Regnum Christi | Legionaries of Christ

Regnum Christi in the Ivory Coast

“How did I end up in the Ivory Coast? Honestly, by God’s grace.”

For over ten years, Deacon Dain Scherber, LC, originally from Minnesota, had been feeling drawn to the mission of supporting the Regnum Christi family in Africa, through his vocation to the Legionary priesthood. A newly professed religious at the time, Deacon Dain offered to go and serve in the Ivory Coast where Regnum Christi had recently been founded. But when nothing became of his offer, Deacon Dain figured God had a different direction in mind for his apostolic life, and let the idea of serving in Africa go.

Eight years later, however, in 2017, another Legionary priest, Father Alejandro Páez, LC, went on a mission trip to the Ivory Coast, and when he came back, spoke to Deacon Dain about contributing to the mission in Africa. Within a year, Deacon Dain was fulfilling the call he had felt nearly a decade ago, to live with and serve his Regnum Christi family in Abidjan in the Ivory Coast.

In and around Abidjan, Deacon Dain spends much of his time acting as a liaison between the local government, the Regnum Christi section, and the consecrated branches in the locality. He creates opportunities for spiritual formation and accompaniment, usually spending mornings visiting with ecclesial leaders and providing one-on-one spiritual direction and formation. Lunch is usually spent with a local family, and then the rest of the day is occupied with activities at the Regnum Christi center, like Mass and adoration, or formative activities for youth and adults. For Deacon Dain, it’s always an adventure; for example, every once in a while, the team makes a trip to visit Regnum Christi members in the surrounding villages or organizes a mission trip into the bush.

Deacon Dain lives in the Cocody quarter in Abidjan, a city that serves as the main economic and urban center of the Ivory Coast. The area is fertile and green, full of fruit trees, and the city is vibrant yet still developing, which creates some challenges to Deacon Dain’s apostolic work. Money is always short for the people he serves, and very few people have access to reliable transportation and phone service. It’s also nearly impossible to have items – particularly books and other formative materials – shipped to Abidjan. 

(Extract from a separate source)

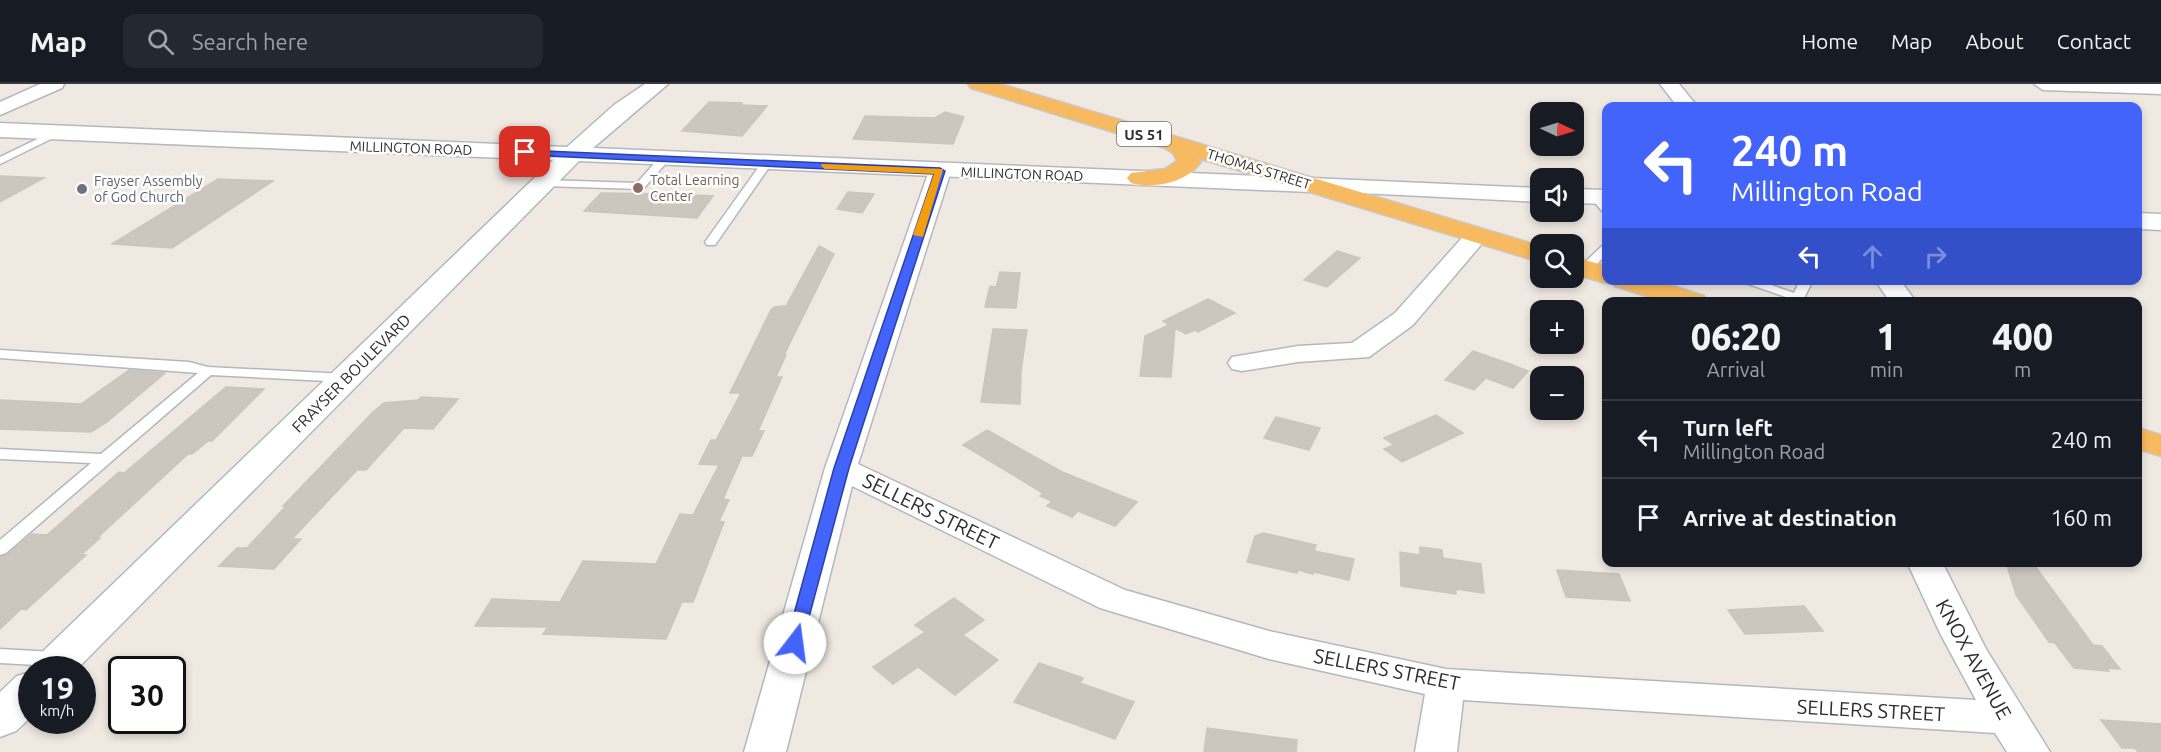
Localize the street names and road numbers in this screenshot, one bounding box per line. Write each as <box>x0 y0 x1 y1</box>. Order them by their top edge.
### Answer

For Deacon Dain, the key to ministering to the Regnum Christi members of the Ivory Coast is to meet them where they are, in their own culture, and to accompany them as he is, weaknesses and all. “I would say that one of the greatest advantages is the fact that I am not perfect in French, so that kind of tears down that guard that people have,” says Deacon Dain. “A missionary should let himself be guided by those around him. God uses my weakness and limitations – whether it’s material or intellectual or cultural, or even when it’s spiritual – and he does great things through them.”

However, despite the linguistic, cultural, and material differences and limitations that are unique to serving in the Ivory Coast, Deacon Dain asserts that his mission is not unique at all – it is, in the fact, the same mission that every Regnum Christi member, and every Legionary priest, shares. “My goal is to help people experience Christ and to help them to share that experience. I do nothing different than any other Legionary would do in any other city. I go to the city and I ‘do Regnum Christi’ there, in that culture.”

Today, the Regnum Christi family in the Ivory Coast is made up of over 40 members and 20 ECYD members. There is a school run by the Regnum Christi members that Deacon Dain hopes will eventually officially become a part of the Regnum Christi network of Catholic schools, and a formation center that the team is anticipating will one day becomes a university. The section runs a variety of formation programs for youth, adults, couples, and families, and hosts a leadership program for young adults every summer. Deacon Dain wants the Regnum Christi members around the globe to know that they have RC family members in the Ivory Coast who are praying alongside them. “You have a family here that loves you and feels connected to you, who have literally given up their livelihood and their homes to make Regnum Christi grow here. Sometimes they’ve risked everything, sacrifices that we couldn’t even imagine, to be faithful to their vocation – it’s a vibrant community that’s given up so much, but that’s experiencing Christ, and then sharing that experiencing within their own culture.”

And while Deacon Dain has always had a particular call to the mission in Africa, he’s happy with wherever God leads him. “I don’t know where God will lead me next – the only thing I know is that it’s closer to his heart, and that’s enough for me.”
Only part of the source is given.